WORK TO BE COMPLETED >>
Repeat nothing but the line that contains "Find all labels, markers" and the lines after it, through the end of the listing, exactly as they stand; omit pictures.
+---+
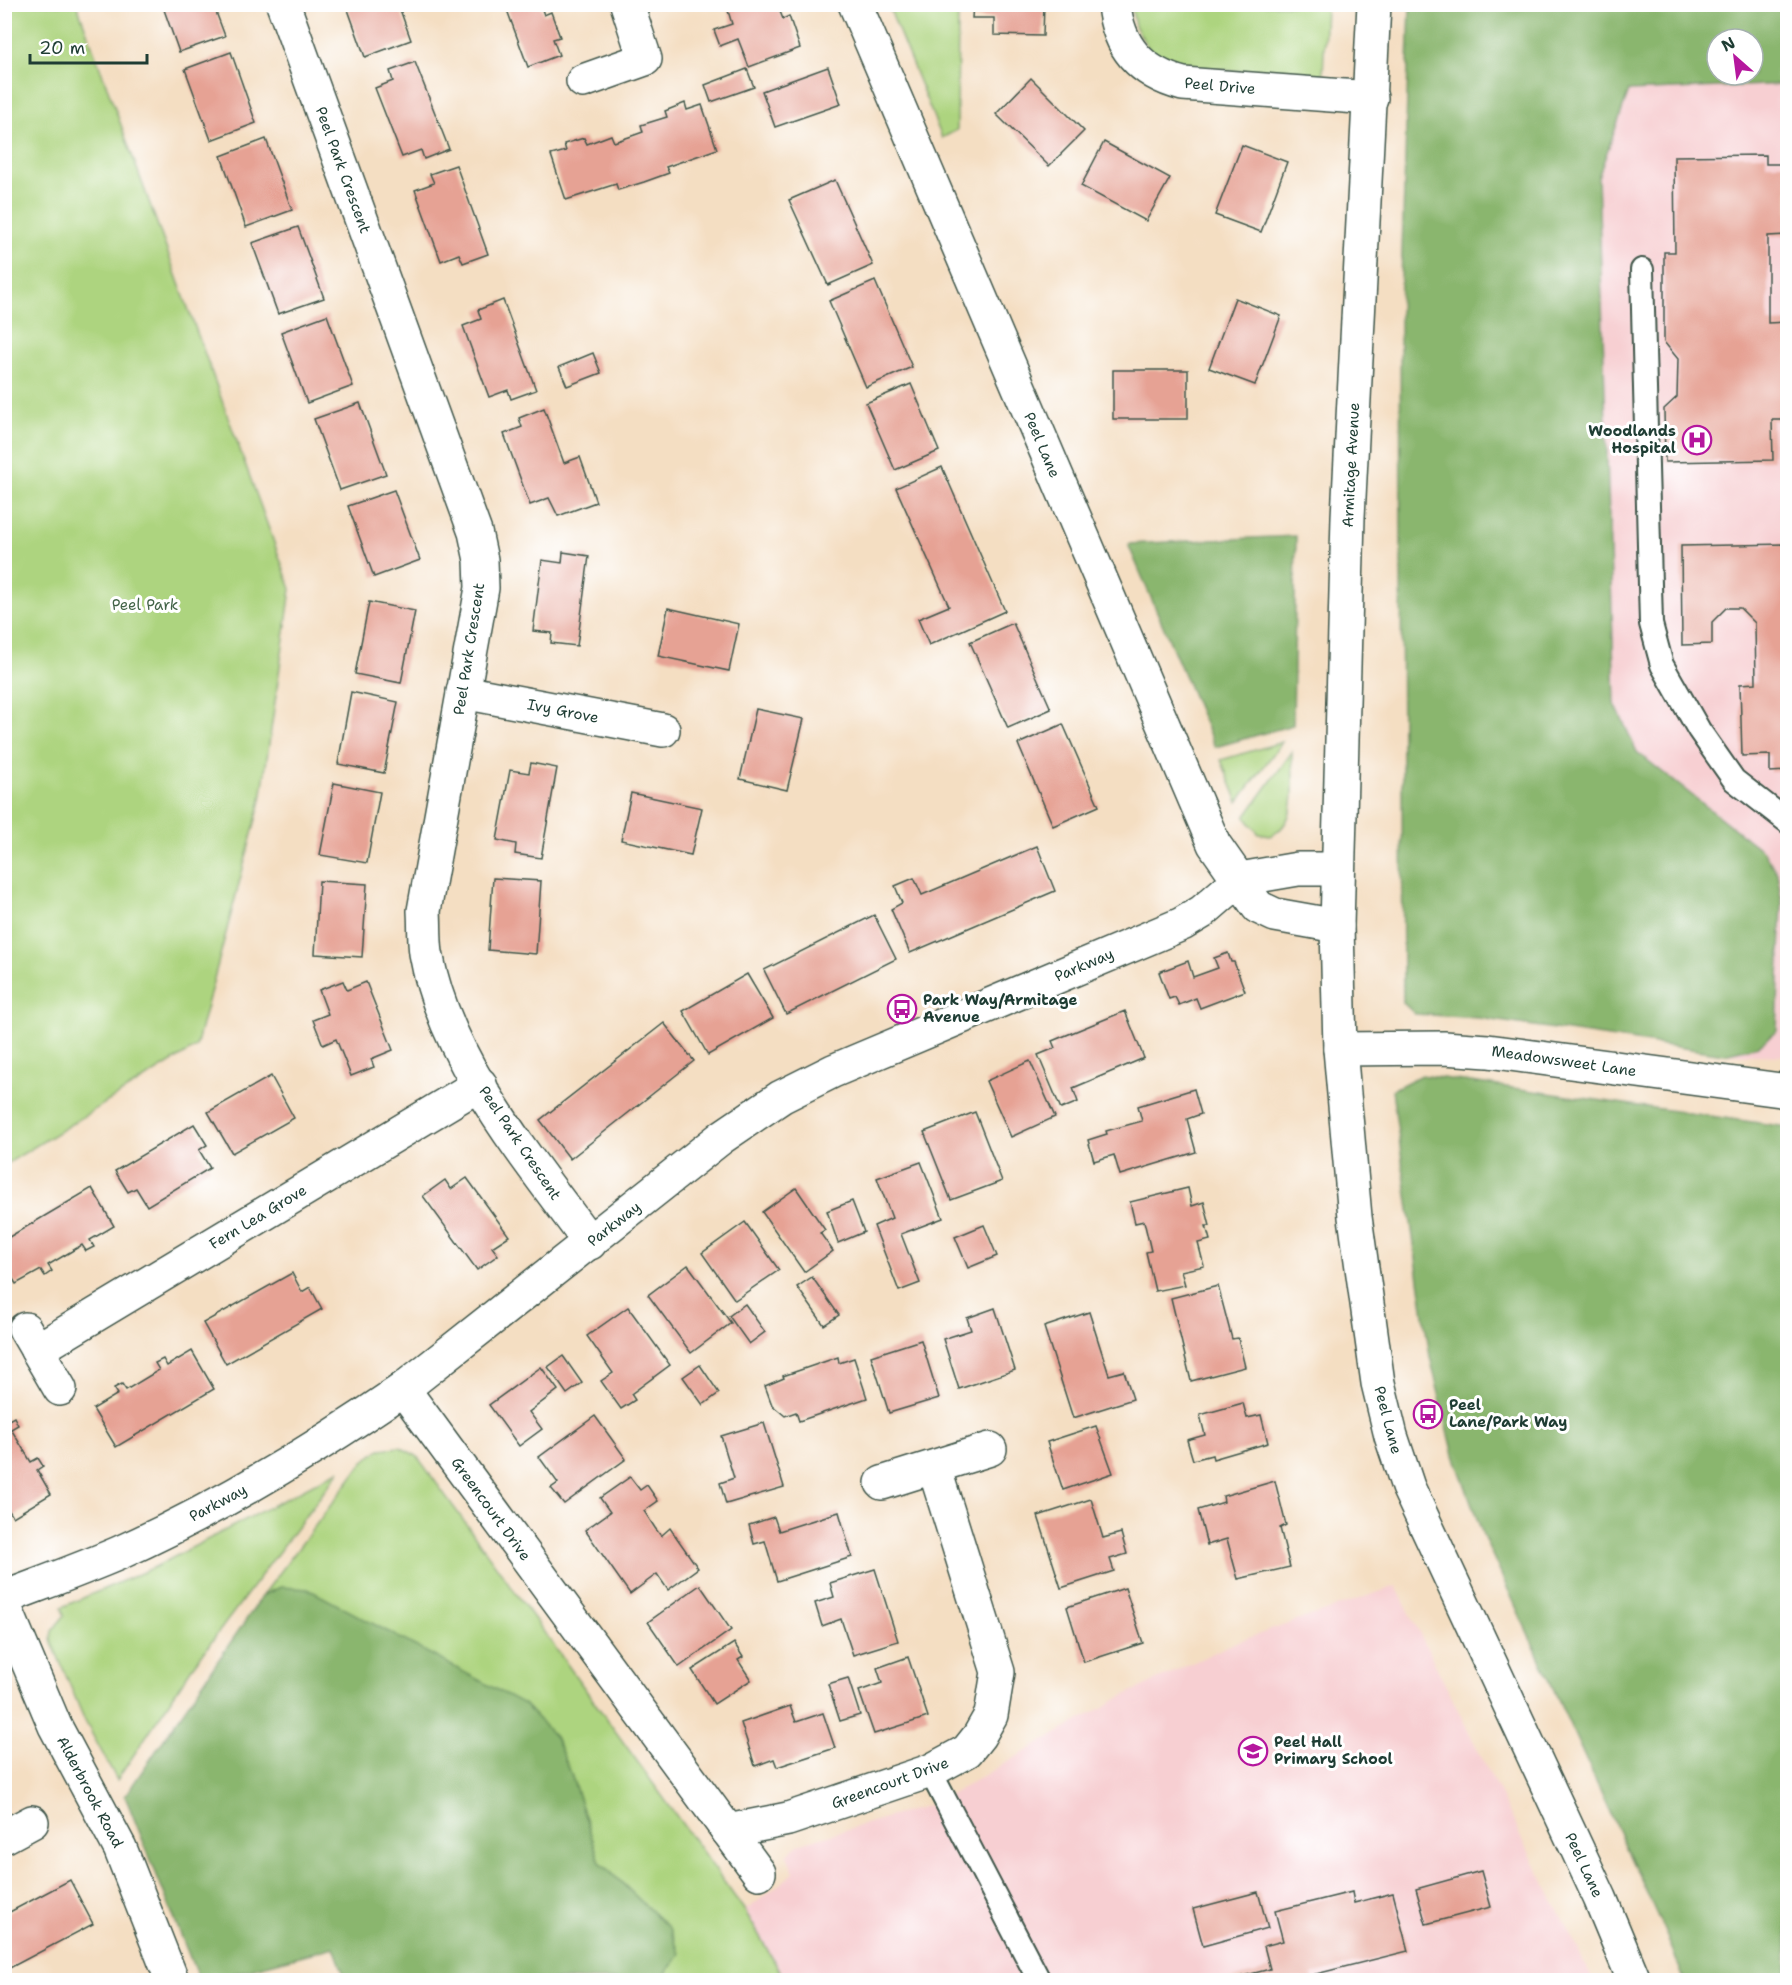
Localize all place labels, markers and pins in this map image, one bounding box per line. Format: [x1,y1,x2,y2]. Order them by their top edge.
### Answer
place label: Woodlands Hospital [1588,421,1676,458]
hospital icon: Woodlands Hospital [1681,424,1713,456]
place label: Park Way/Armitage Avenue [923,990,1077,1027]
bus stop icon: Park Way/Armitage Avenue [886,993,918,1025]
place label: Peel Lane/Park Way [1449,1395,1567,1432]
bus stop icon: Peel Lane/Park Way [1412,1398,1444,1430]
place label: Peel Hall Primary School [1274,1732,1393,1769]
school or university icon: Peel Hall Primary School [1237,1735,1269,1767]

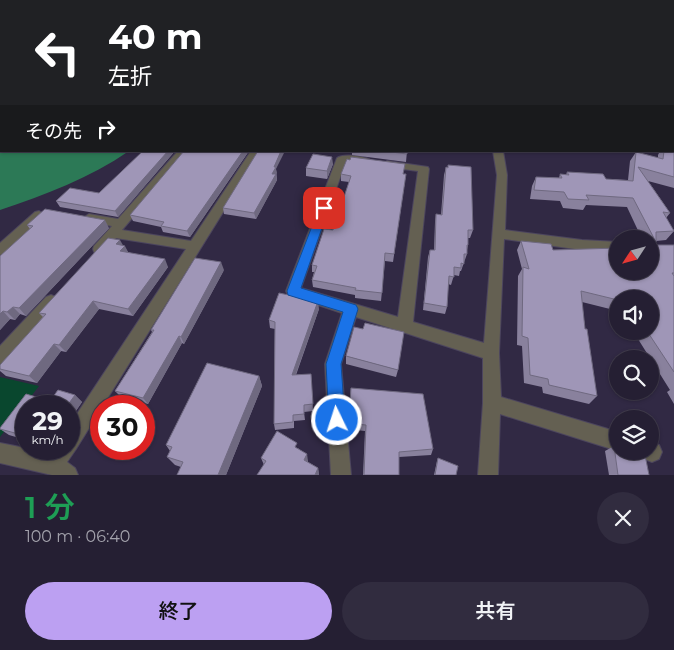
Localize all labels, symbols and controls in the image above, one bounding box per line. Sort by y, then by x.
text: 40 m [108,15,203,58]
icon: left [25,20,90,85]
text: 左折 [108,63,152,90]
icon: right [92,115,120,143]
text: その先 [25,120,82,143]
pin [303,187,345,229]
icon: arrive [310,194,338,222]
north arrow [609,230,659,280]
map controls [609,230,659,460]
button: sound [609,290,659,340]
button: search [609,350,659,400]
position arrow [310,393,362,445]
speed limit sign: 30 [90,395,155,460]
text: 29 [32,406,63,436]
button: layers [609,410,659,460]
text: km/h [31,432,64,447]
text: 1 分 [25,489,75,526]
button: close [597,492,649,544]
text: 100 m · 06:40 [25,527,130,546]
button: 終了 [25,582,332,640]
button: 共有 [342,582,649,640]

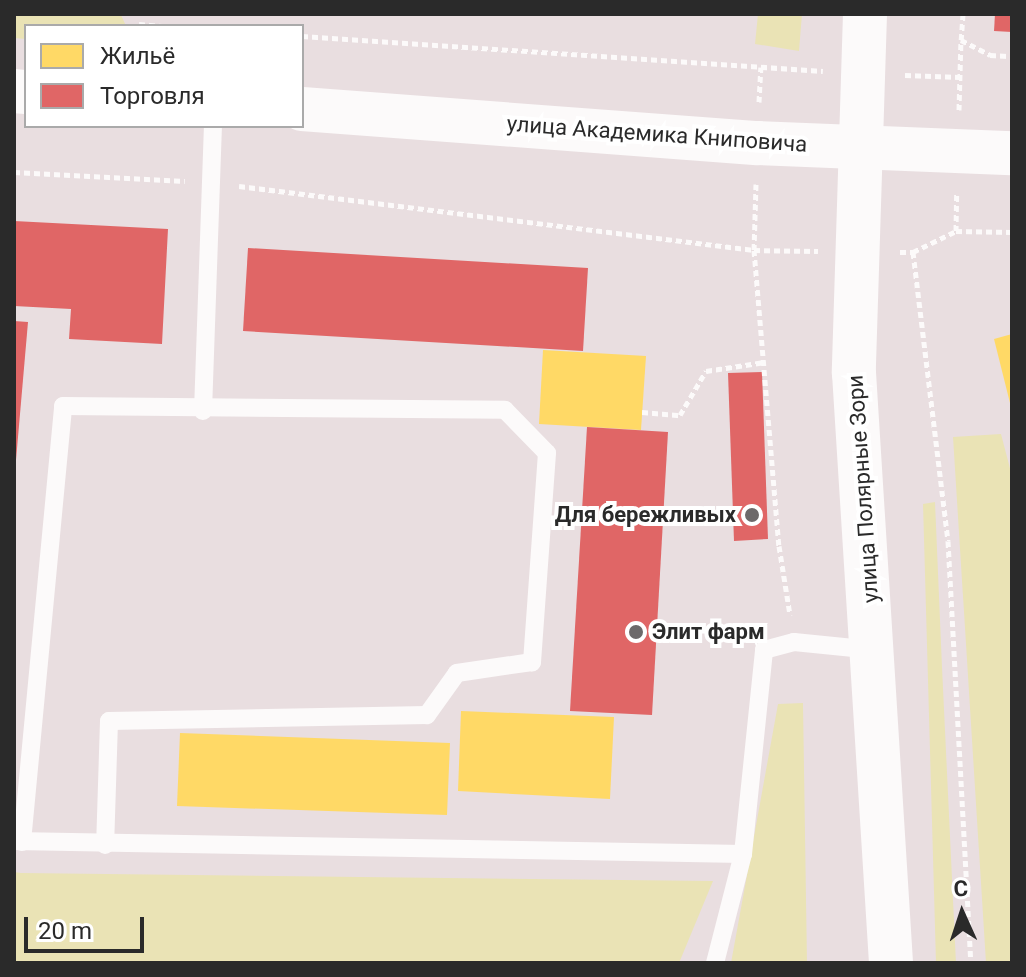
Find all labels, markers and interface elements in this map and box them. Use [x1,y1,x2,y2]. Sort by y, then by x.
legend [24,24,304,128]
text: Жильё [100,42,175,70]
text: Торговля [100,82,205,110]
street label: улица Академика Книповича [506,110,808,158]
street label: улица Полярные Зори [842,374,884,604]
place label: Для бережливых [555,502,736,528]
marker: Для бережливых [743,506,761,524]
place label: Элит фарм [652,619,765,645]
marker: Элит фарм [627,623,645,641]
north arrow [922,873,1002,953]
text: С [953,876,969,901]
scale bar [28,901,148,951]
text: 20 m [38,917,92,945]

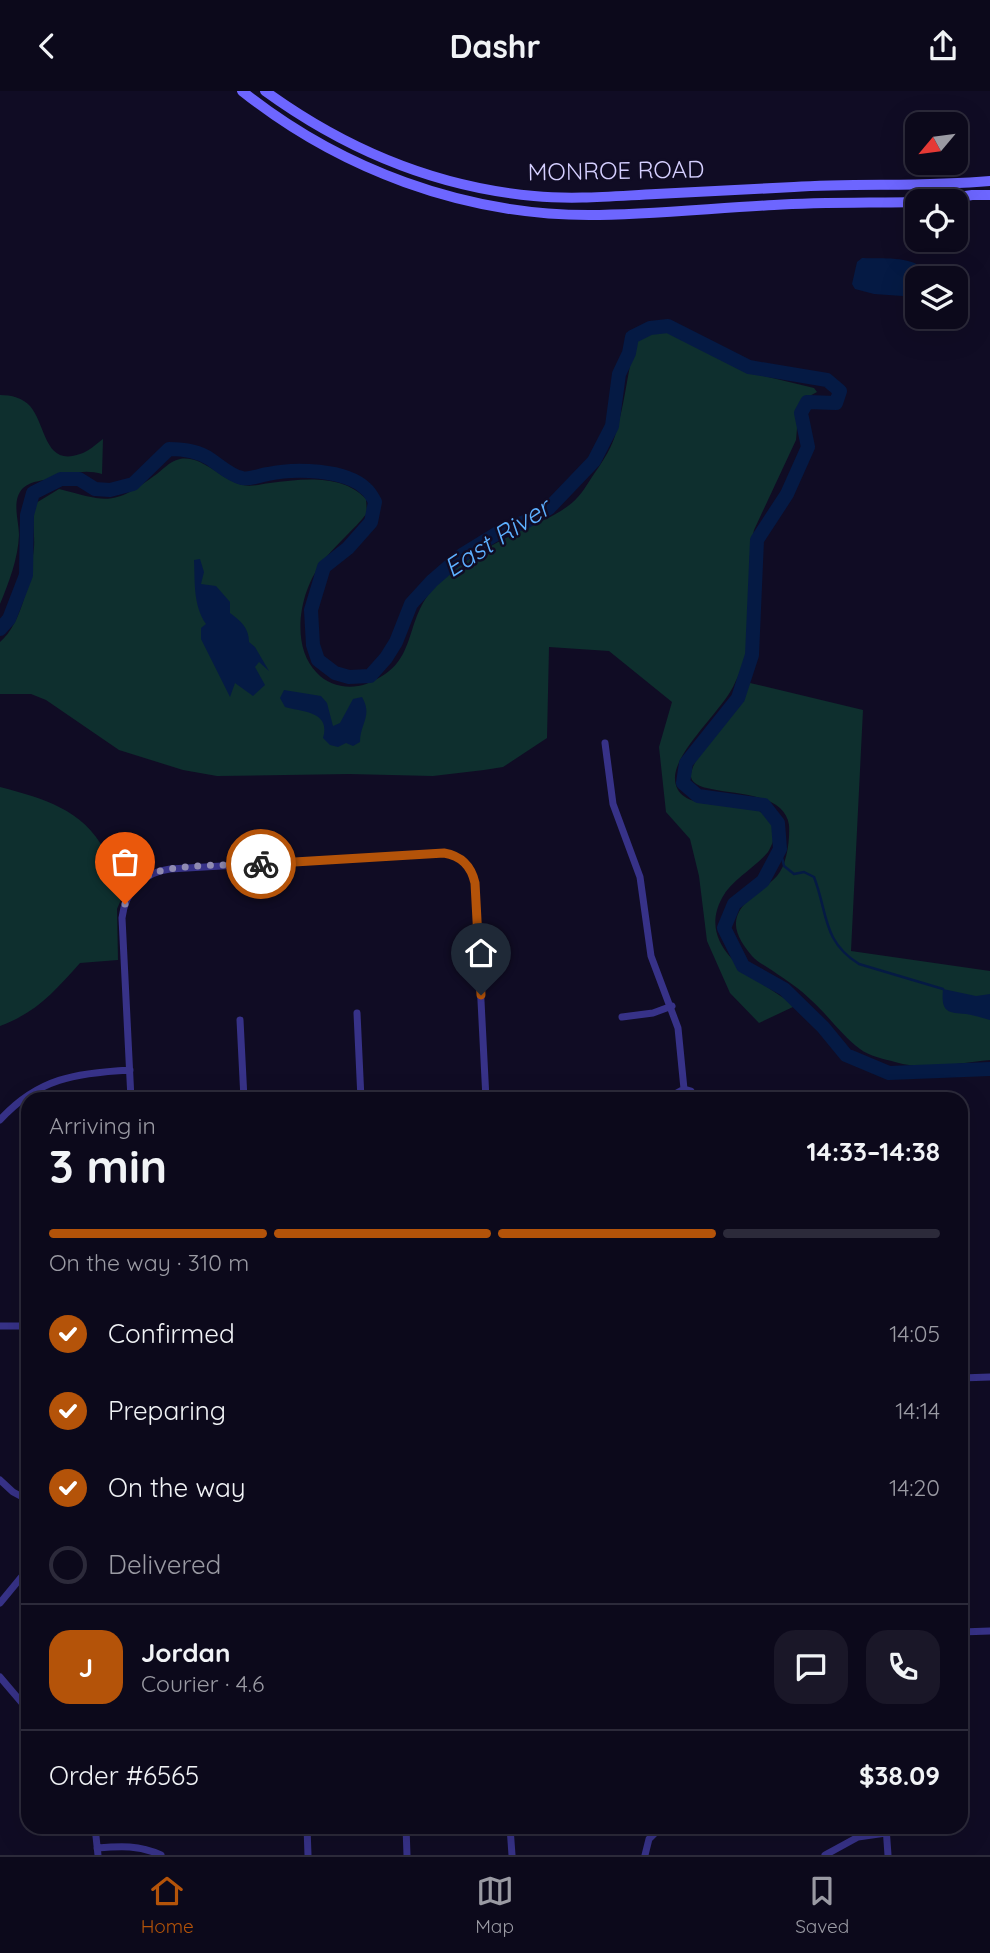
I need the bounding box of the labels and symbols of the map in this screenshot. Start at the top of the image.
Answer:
north arrow [905,112,968,175]
street label: MONROE ROAD [527,153,705,187]
water label: East River [437,489,559,584]
courier [226,829,296,899]
pin [95,832,155,904]
pin [451,923,511,995]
+---+
ANSWER SECTION >>
Find all labels, markers and interface elements in this map and box them. Use [x1,y1,x2,y2]. Sort by y, then by x.
legend [24,24,304,128]
text: Жильё [100,42,175,70]
text: Торговля [100,82,205,110]
street label: улица Академика Книповича [506,110,808,158]
street label: улица Полярные Зори [842,374,884,604]
place label: Для бережливых [555,502,736,528]
marker: Для бережливых [743,506,761,524]
place label: Элит фарм [652,619,765,645]
marker: Элит фарм [627,623,645,641]
north arrow [922,873,1002,953]
text: С [953,876,969,901]
scale bar [28,901,148,951]
text: 20 m [38,917,92,945]

I need the bounding box of the labels and symbols of the map in this screenshot. Start at the top of the image.
Answer:
north arrow [905,112,968,175]
street label: MONROE ROAD [527,153,705,187]
water label: East River [437,489,559,584]
courier [226,829,296,899]
pin [95,832,155,904]
pin [451,923,511,995]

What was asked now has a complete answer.